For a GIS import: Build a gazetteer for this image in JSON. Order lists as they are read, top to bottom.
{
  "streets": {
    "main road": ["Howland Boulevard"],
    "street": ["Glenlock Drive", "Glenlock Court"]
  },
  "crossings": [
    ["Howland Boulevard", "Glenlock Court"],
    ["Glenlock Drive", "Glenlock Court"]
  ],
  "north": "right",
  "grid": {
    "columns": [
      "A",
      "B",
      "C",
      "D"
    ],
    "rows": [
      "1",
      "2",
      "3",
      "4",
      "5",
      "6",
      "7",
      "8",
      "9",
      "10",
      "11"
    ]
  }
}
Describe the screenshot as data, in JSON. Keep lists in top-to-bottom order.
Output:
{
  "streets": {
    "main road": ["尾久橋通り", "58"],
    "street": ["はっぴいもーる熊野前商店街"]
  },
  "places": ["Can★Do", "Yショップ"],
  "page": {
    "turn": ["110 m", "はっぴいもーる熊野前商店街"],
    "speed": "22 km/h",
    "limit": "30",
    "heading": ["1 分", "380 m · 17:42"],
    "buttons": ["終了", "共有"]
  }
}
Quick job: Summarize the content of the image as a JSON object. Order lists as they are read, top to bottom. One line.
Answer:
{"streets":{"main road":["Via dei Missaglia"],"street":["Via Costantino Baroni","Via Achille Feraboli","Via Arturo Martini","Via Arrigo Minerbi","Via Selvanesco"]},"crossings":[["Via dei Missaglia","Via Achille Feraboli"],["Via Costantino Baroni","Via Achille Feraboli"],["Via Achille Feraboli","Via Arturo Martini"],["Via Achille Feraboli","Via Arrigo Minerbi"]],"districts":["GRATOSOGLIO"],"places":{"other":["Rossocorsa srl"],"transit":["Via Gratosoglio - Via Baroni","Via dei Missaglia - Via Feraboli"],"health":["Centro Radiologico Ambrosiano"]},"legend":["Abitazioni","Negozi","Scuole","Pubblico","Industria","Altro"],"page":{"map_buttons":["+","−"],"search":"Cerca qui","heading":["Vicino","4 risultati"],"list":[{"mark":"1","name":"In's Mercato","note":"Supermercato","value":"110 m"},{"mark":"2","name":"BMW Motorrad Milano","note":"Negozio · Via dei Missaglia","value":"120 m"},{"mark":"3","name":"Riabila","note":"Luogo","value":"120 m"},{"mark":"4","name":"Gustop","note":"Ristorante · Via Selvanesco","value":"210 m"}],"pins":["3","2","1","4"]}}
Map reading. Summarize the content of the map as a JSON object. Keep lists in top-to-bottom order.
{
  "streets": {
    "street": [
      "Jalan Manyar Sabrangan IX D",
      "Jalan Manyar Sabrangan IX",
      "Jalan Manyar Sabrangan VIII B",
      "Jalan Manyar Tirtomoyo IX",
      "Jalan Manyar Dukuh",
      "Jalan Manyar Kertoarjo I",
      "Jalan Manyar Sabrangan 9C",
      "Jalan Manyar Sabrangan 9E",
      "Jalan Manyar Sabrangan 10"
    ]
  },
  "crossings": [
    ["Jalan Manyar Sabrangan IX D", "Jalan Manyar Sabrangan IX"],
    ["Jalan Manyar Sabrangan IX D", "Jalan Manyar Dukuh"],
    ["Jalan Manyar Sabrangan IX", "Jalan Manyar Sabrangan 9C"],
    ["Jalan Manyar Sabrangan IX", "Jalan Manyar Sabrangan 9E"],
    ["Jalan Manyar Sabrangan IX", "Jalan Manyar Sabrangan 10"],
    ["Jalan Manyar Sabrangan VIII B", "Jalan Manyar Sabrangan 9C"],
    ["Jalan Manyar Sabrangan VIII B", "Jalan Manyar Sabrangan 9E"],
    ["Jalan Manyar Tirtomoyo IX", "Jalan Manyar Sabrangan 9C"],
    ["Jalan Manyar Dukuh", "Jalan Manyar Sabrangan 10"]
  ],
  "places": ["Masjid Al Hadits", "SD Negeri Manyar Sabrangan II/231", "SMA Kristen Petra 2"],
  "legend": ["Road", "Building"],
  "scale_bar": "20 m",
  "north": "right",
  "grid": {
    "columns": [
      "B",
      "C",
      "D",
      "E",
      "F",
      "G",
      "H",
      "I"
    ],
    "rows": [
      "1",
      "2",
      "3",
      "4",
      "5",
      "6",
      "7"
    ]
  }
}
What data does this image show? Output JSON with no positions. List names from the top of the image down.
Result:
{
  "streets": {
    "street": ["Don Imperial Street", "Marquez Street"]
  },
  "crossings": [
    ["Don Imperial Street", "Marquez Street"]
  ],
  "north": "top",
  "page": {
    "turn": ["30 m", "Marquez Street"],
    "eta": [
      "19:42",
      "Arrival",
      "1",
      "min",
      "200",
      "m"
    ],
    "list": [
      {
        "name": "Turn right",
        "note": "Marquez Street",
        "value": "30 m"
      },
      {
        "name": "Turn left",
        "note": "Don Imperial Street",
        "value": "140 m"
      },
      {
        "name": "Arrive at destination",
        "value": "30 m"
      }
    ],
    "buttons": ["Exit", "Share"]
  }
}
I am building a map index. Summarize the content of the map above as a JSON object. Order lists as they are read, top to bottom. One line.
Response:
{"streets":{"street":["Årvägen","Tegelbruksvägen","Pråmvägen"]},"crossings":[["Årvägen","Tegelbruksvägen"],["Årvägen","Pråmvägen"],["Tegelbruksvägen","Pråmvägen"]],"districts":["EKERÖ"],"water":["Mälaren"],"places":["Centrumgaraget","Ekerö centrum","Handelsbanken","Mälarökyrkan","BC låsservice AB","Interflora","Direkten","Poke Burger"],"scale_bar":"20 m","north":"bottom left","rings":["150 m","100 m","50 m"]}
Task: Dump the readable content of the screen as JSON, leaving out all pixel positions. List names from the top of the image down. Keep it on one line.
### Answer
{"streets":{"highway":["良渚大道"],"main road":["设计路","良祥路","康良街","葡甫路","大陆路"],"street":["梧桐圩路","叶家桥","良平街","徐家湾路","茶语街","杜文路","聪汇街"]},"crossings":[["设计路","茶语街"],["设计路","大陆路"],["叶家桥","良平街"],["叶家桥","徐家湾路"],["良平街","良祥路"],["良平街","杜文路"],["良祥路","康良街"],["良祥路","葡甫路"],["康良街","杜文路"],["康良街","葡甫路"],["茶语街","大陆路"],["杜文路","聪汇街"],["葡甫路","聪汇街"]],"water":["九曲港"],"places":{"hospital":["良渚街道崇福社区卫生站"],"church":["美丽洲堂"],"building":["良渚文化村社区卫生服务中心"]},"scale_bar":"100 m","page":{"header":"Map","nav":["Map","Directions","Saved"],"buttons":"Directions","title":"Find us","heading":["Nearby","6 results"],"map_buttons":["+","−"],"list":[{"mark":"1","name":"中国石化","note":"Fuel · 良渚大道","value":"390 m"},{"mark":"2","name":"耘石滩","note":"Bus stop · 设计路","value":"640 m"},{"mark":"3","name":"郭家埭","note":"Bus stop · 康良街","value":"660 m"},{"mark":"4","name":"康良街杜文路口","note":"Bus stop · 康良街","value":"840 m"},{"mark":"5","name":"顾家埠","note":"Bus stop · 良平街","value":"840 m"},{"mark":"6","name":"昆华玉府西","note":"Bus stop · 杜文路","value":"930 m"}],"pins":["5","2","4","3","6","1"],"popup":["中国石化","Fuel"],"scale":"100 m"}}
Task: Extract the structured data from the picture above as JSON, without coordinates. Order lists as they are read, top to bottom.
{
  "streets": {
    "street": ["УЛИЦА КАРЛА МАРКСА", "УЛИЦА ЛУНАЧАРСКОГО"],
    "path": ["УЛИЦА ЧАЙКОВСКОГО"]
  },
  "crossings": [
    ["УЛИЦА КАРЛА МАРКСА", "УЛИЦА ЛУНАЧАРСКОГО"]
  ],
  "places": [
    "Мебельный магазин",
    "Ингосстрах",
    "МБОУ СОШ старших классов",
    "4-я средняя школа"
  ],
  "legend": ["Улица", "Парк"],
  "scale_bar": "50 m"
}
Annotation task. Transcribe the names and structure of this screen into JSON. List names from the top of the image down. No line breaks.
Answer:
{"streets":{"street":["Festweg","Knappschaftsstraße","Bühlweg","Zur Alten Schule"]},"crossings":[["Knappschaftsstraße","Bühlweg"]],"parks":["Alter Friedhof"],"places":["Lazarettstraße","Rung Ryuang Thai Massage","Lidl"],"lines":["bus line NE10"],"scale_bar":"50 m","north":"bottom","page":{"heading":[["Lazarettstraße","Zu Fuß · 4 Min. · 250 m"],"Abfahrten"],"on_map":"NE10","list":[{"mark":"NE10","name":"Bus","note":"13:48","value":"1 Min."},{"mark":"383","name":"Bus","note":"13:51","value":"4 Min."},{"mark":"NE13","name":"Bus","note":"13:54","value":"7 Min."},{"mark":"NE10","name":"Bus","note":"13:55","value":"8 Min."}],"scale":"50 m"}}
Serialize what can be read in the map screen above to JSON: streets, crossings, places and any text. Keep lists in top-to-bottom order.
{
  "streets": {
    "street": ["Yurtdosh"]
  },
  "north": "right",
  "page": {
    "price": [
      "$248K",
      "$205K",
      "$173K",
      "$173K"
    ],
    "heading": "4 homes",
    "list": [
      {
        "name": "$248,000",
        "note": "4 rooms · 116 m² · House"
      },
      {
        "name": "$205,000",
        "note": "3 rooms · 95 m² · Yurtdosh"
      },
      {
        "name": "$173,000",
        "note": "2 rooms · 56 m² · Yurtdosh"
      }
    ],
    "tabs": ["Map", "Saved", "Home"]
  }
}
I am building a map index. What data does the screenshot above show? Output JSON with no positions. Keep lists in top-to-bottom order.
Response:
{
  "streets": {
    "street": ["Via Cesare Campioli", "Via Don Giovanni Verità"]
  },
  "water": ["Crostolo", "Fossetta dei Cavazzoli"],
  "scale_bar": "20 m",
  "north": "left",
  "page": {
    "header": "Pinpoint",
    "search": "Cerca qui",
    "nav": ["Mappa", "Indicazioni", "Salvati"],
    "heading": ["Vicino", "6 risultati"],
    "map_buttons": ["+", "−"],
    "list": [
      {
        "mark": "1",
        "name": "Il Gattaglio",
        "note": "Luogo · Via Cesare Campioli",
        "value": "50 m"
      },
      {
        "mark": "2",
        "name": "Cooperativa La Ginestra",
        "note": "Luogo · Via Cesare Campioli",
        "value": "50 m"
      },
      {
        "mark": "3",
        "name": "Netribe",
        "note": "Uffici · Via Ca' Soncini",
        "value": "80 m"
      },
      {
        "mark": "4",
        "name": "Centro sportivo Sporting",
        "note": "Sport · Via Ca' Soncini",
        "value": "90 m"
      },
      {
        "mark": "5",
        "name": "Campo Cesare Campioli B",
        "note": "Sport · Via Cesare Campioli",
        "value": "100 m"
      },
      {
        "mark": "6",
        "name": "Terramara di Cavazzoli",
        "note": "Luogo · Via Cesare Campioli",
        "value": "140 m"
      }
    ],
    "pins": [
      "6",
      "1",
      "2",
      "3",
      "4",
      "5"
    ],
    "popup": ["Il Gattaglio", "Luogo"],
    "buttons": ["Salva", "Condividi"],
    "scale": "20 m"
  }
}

--------------------------------

**WHAT TO WORK ON:**
The required output is the exact run of lines from the beginning of the records to the line with "Quick job: Summarize", that line included.

**WORKED SOLUTION:**
For a GIS import: Build a gazetteer for this image in JSON. Order lists as they are read, top to bottom.
{
  "streets": {
    "main road": ["Howland Boulevard"],
    "street": ["Glenlock Drive", "Glenlock Court"]
  },
  "crossings": [
    ["Howland Boulevard", "Glenlock Court"],
    ["Glenlock Drive", "Glenlock Court"]
  ],
  "north": "right",
  "grid": {
    "columns": [
      "A",
      "B",
      "C",
      "D"
    ],
    "rows": [
      "1",
      "2",
      "3",
      "4",
      "5",
      "6",
      "7",
      "8",
      "9",
      "10",
      "11"
    ]
  }
}
Describe the screenshot as data, in JSON. Keep lists in top-to-bottom order.
Output:
{
  "streets": {
    "main road": ["尾久橋通り", "58"],
    "street": ["はっぴいもーる熊野前商店街"]
  },
  "places": ["Can★Do", "Yショップ"],
  "page": {
    "turn": ["110 m", "はっぴいもーる熊野前商店街"],
    "speed": "22 km/h",
    "limit": "30",
    "heading": ["1 分", "380 m · 17:42"],
    "buttons": ["終了", "共有"]
  }
}
Quick job: Summarize the content of the image as a JSON object. Order lists as they are read, top to bottom. One line.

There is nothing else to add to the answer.